Não obstante a relevância da opinião de J.E.Carreira Alvim, observa-se que o posicionamento majoritário da doutrina pesquisada é no sentido da impossibilidade da aplicação do artigo 16, do Código de Processo Civil, aos advogados, não sendo cabível, portanto, sua responsabilização pessoal e direta em indenização por perdas e danos decorrentes da litigância de má-fé, devendo, assim, à parte ser imputada a sanção de perdas e danos, para que, posteriormente, ingresse com a ação regressiva perante seu procurador judicial para que possa ser ressarcida.

De fato, a responsabilidade por dano processual prevista no art. 16, do Código em comento, não se estende ao advogado, mas tão-somente ao autor, réu ou interveniente, devendo, portanto, a parte que for considerada litigante de má-fé, em virtude de conduta de seu procurador, responder pelos prejuízos a que tiver dado causa, tendo a ação regressiva contra o patrono.

3.3. Responsabilidade por dano processual do advogado decorrente da litigância de má-fé e a (im)possibilidade de sua condenação pessoal sob a óptica jurisprudencial

No âmbito jurisprudencial, por sua vez, destaca-se, inicialmente, que poucos são os julgados emanados pelo Superior Tribunal de Justiça acerca da possibilidade ou não de responsabilização pessoal do advogado, tendo em vista tratar-se de matéria que, regra geral, necessita de reexame fático–probatório, esbarrando, assim, na Súmula nº 7[48] do mencionado Tribunal.
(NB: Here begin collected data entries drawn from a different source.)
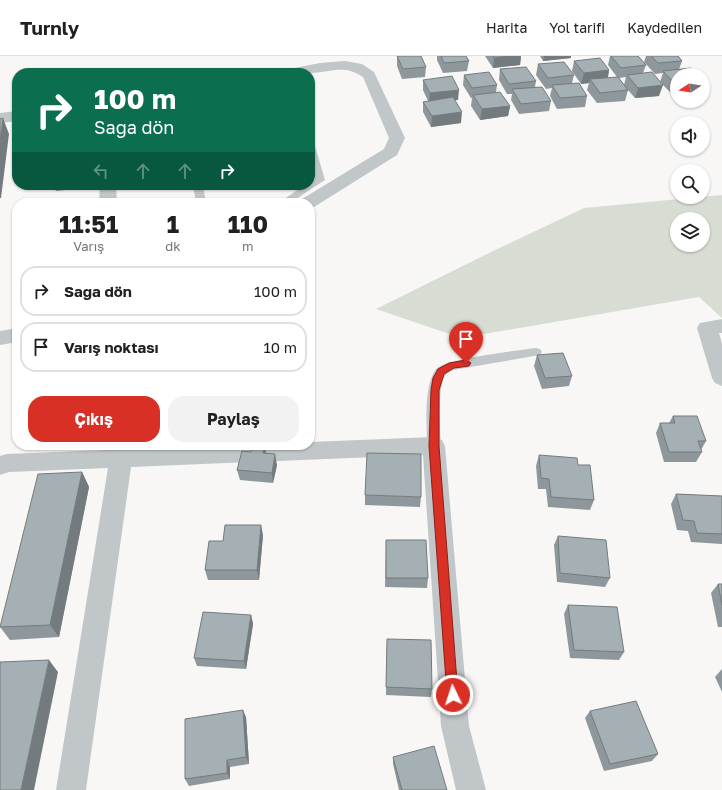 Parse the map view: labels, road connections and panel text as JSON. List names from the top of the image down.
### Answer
{
  "north": "left",
  "page": {
    "header": "Turnly",
    "nav": ["Harita", "Yol tarifi", "Kaydedilen"],
    "turn": ["100 m", "Sağa dön"],
    "eta": [
      "11:51",
      "Varış",
      "1",
      "dk",
      "110",
      "m"
    ],
    "list": [
      {
        "name": "Sağa dön",
        "value": "100 m"
      },
      {
        "name": "Varış noktası",
        "value": "10 m"
      }
    ],
    "buttons": ["Çıkış", "Paylaş"]
  }
} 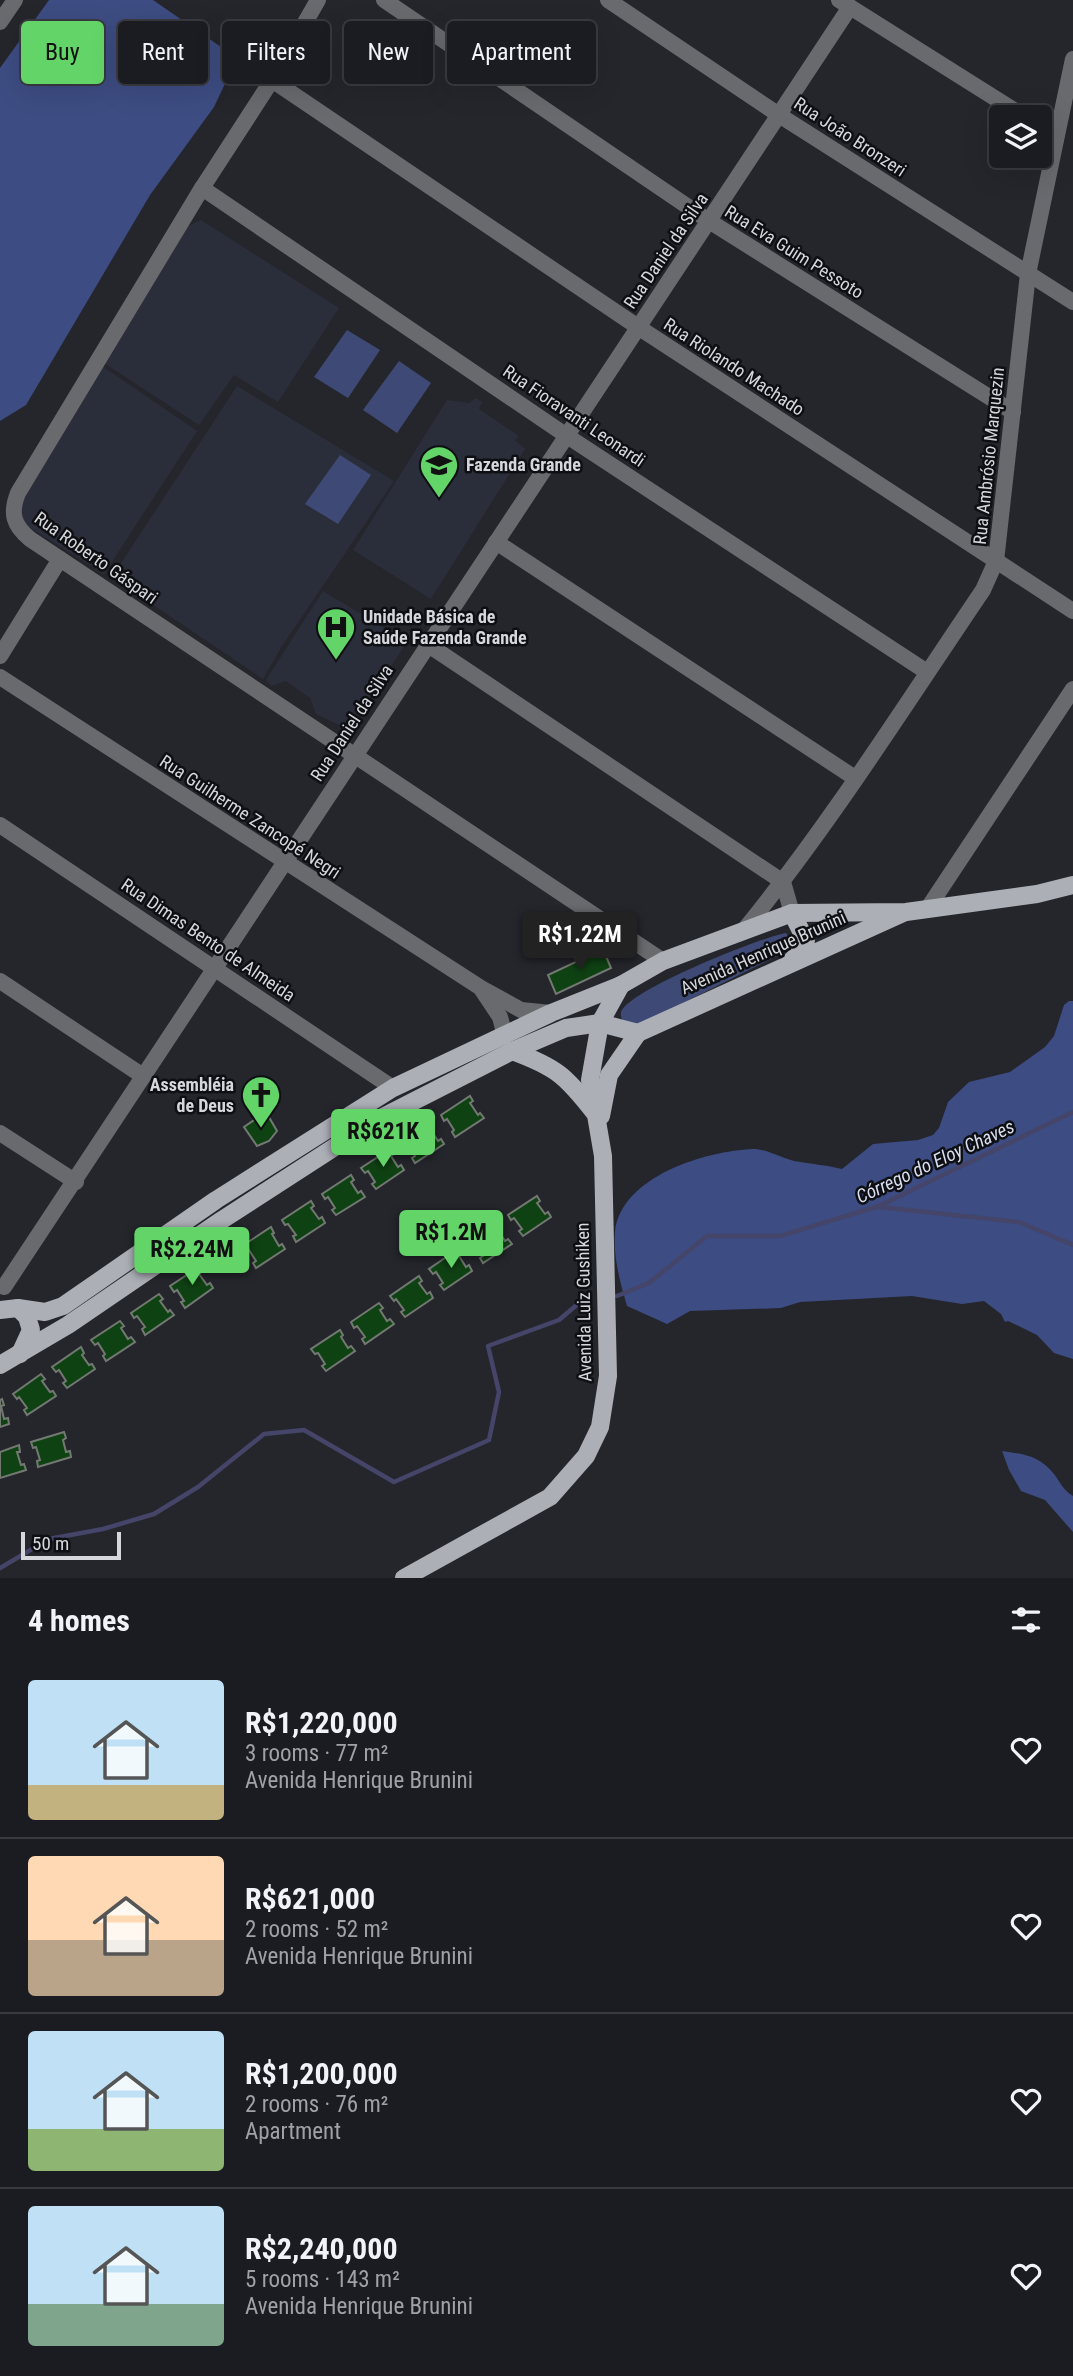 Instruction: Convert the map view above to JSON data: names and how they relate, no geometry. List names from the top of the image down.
{
  "streets": {
    "main road": ["Avenida Henrique Brunini", "Avenida Luiz Gushiken"],
    "street": [
      "Rua João Bronzeri",
      "Rua Daniel da Silva",
      "Rua Eva Guim Pessoto",
      "Rua Riolando Machado",
      "Rua Fioravanti Leonardi",
      "Rua Ambrósio Marquezin",
      "Rua Roberto Gáspari",
      "Rua Guilherme Zancopé Negri",
      "Rua Dimas Bento de Almeida"
    ]
  },
  "crossings": [
    ["Rua João Bronzeri", "Rua Daniel da Silva"],
    ["Rua João Bronzeri", "Rua Ambrósio Marquezin"],
    ["Rua Daniel da Silva", "Rua Eva Guim Pessoto"],
    ["Rua Daniel da Silva", "Rua Riolando Machado"],
    ["Rua Daniel da Silva", "Rua Fioravanti Leonardi"],
    ["Rua Daniel da Silva", "Rua Roberto Gáspari"],
    ["Rua Daniel da Silva", "Rua Guilherme Zancopé Negri"],
    ["Rua Daniel da Silva", "Rua Dimas Bento de Almeida"],
    ["Rua Eva Guim Pessoto", "Rua Ambrósio Marquezin"],
    ["Rua Riolando Machado", "Rua Ambrósio Marquezin"],
    ["Rua Fioravanti Leonardi", "Rua Ambrósio Marquezin"],
    ["Rua Fioravanti Leonardi", "Rua Roberto Gáspari"],
    ["Rua Ambrósio Marquezin", "Avenida Henrique Brunini"],
    ["Rua Roberto Gáspari", "Avenida Henrique Brunini"],
    ["Rua Guilherme Zancopé Negri", "Avenida Henrique Brunini"],
    ["Rua Dimas Bento de Almeida", "Avenida Henrique Brunini"],
    ["Avenida Henrique Brunini", "Avenida Luiz Gushiken"]
  ],
  "water": ["Córrego do Eloy Chaves"],
  "places": {
    "school or university": ["Fazenda Grande"],
    "hospital": ["Unidade Básica de Saúde Fazenda Grande"],
    "church": ["Assembléia de Deus"]
  },
  "scale_bar": "50 m",
  "page": {
    "chip": [
      "Buy",
      "Rent",
      "Filters",
      "New",
      "Apartment"
    ],
    "price": [
      "R$1.22M",
      "R$621K",
      "R$1.2M",
      "R$2.24M"
    ],
    "scale": "50 m",
    "heading": "4 homes",
    "list": [
      {
        "name": "R$1,220,000",
        "note": "3 rooms · 77 m² · Avenida Henrique Brunini"
      },
      {
        "name": "R$621,000",
        "note": "2 rooms · 52 m² · Avenida Henrique Brunini"
      },
      {
        "name": "R$1,200,000",
        "note": "2 rooms · 76 m² · Apartment"
      },
      {
        "name": "R$2,240,000",
        "note": "5 rooms · 143 m² · Avenida Henrique Brunini"
      }
    ]
  }
} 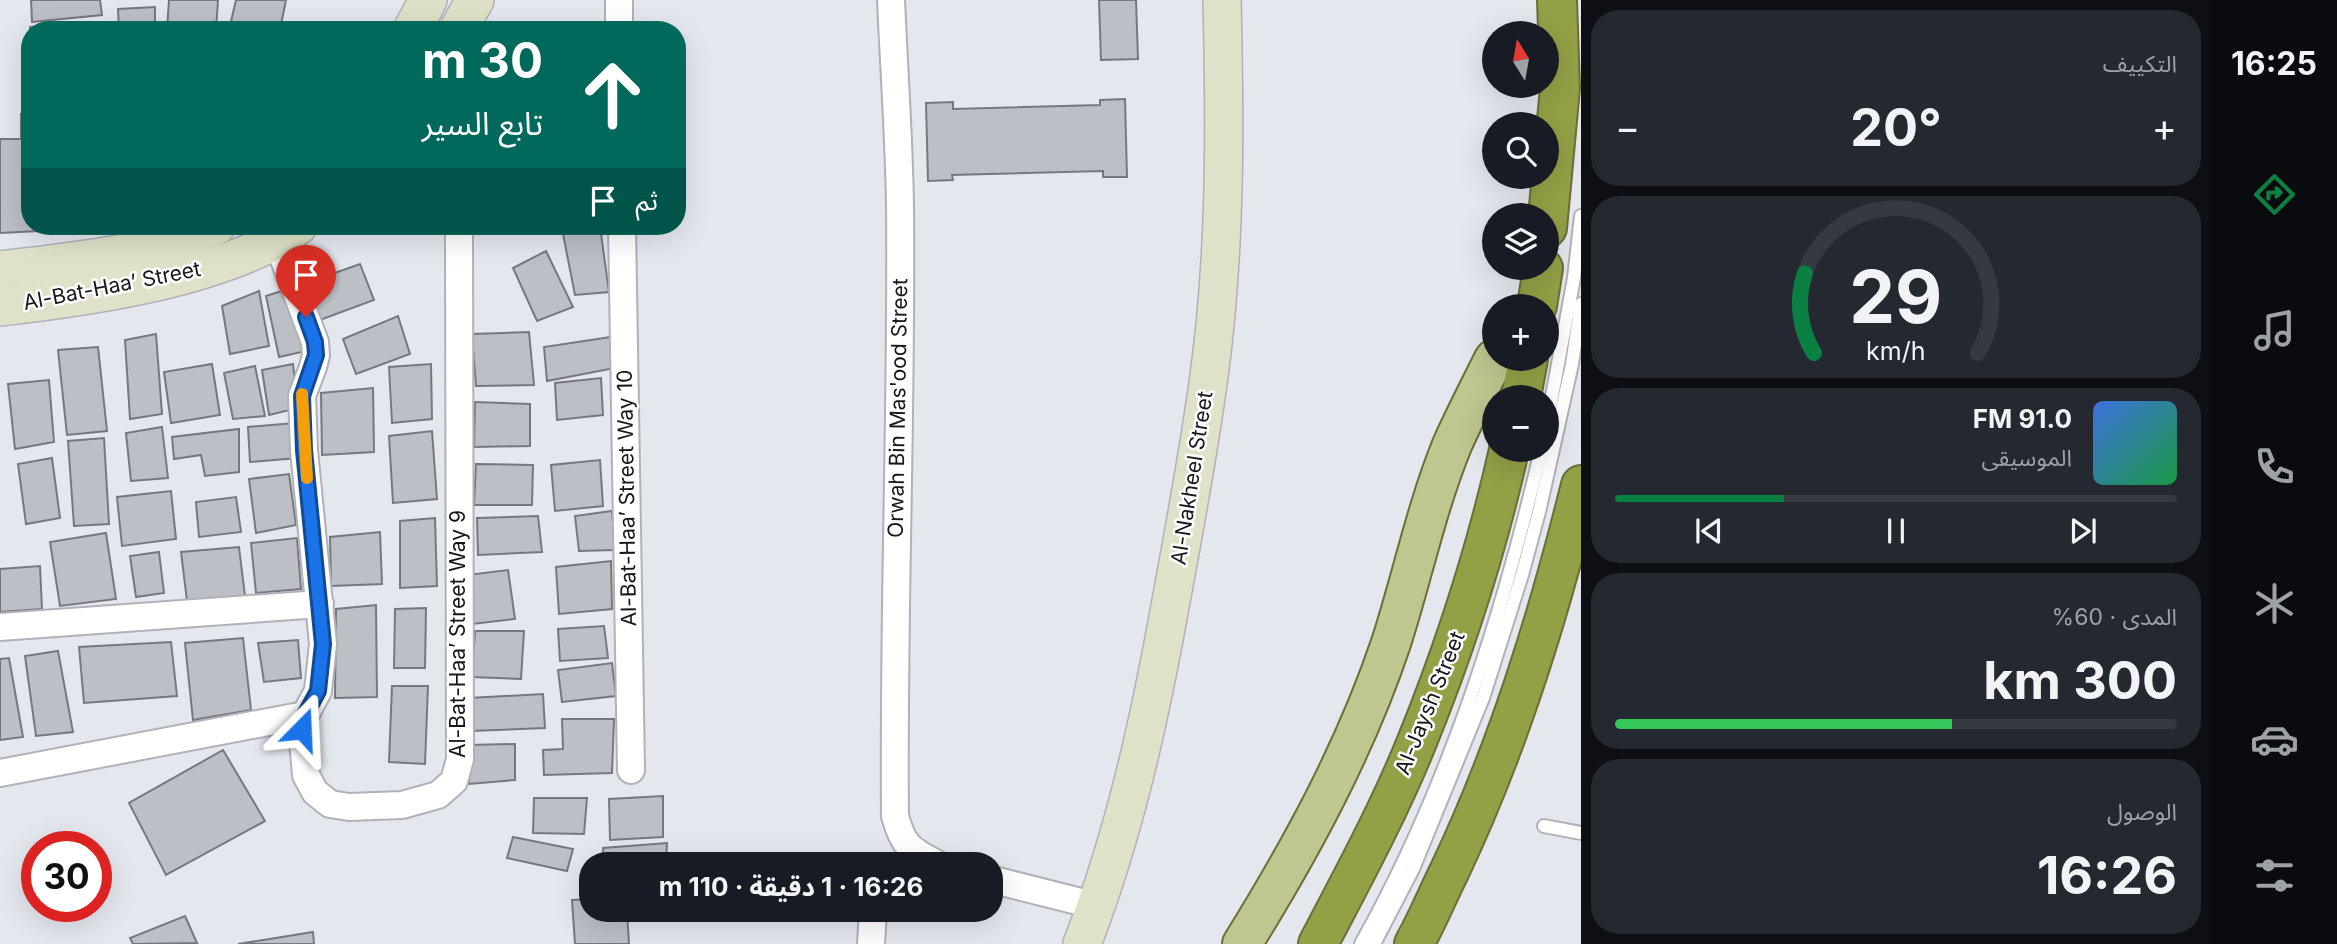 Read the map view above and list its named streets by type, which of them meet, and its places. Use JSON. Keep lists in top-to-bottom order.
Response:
{
  "streets": {
    "highway": ["Al-Jaysh Street"],
    "street": [
      "Al-Bat-Haa’ Street",
      "Orwah Bin Mas'ood Street",
      "Al-Nakheel Street",
      "Al-Bat-Haa’ Street Way 10",
      "Al-Bat-Haa’ Street Way 9"
    ]
  },
  "north": "top",
  "page": {
    "tabs": "16:25",
    "tile": [
      "التكييف",
      ["المدى · 60%", "300 km"],
      ["الوصول", "16:26"]
    ],
    "map_buttons": ["+", "−"],
    "turn": ["30 m", "تابع السير"],
    "heat": ["−", "20°", "+"],
    "then": "ثم",
    "song": ["91.0 FM", "الموسيقى"],
    "limit": "30",
    "trip": "16:26 · 1 دقيقة · 110 m",
    "gauge": ["29", "km/h"]
  }
}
Nesse sentido, apenas a título de exemplificação, observa-se trecho de acórdão proferido pelo Superior Tribunal de Justiça, no REsp 1.173.848/RS, relatado pelo Ministro Luis Felipe Salomão, no sentido de que “revisar a decisão que reconheceu a má-fé do recorrente somente seria possível mediante incursão indevida nas provas produzidas nas instâncias ordinárias, o que é defeso em sede de recurso especial”[49], em virtude da incidência do Enunciado da Súmula nº 07/STJ.

No entanto, não obstante o óbice acima mencionado, o Superior Tribunal de Justiça manifestou-se algumas vezes sobre o assunto, sob a justificativa de ser possível examinar a legalidade da condenação em litigância de má-fé, diante de aspectos objetivos, como o seu cabimento, vedado, apenas, investigar a intenção das partes e as condutas processuais.[50]

Desta forma, a partir dos poucos julgados, traçaram-se alguns parâmetros a serem aplicados ao caso em estudo. Observa-se que, em um primeiro momento, o Superior Tribunal de Justiça, por meio de sua Segunda Turma, entendeu pela possibilidade de condenação pessoal do advogado em indenização por perdas e danos decorrentes da litigância de má-fé. Tal entendimento fora expressado no EDcl nos EDcl no AgRg no REsp 494.021/SC[51], no EDcl no AgRg nos EDcl no Ag 438.554/SC[52] e no REsp  986.443/RJ[53], todos de relatoria da Ministra Eliana Calmon, sendo o mais recente datado de 6 de março de 2008.

Em todos estes julgados, o advogado fora condenado ao pagamento de multa, bem como à indenização pelos prejuízos causados. Na primeira decisão, a condenação fora imposta aos advogados como decorrência da omissão no tocante à ocorrência de erro na primeira oportunidade em que se manifestaram nos autos após o julgamento, vindo a fazê-lo somente após o julgamento de diversos recursos, quando a decisão que iria prevalecer seria desfavorável à sua cliente, reputando-se litigante de má-fé ao proceder de modo temerário. Nas duas últimas, por sua vez, a condenação se deu em virtude da interposição de recurso com propósito meramente protelatório e por infringência aos deveres de lealdade e boa-fé, consubstanciados no art. 14, do Código de Processo Civil.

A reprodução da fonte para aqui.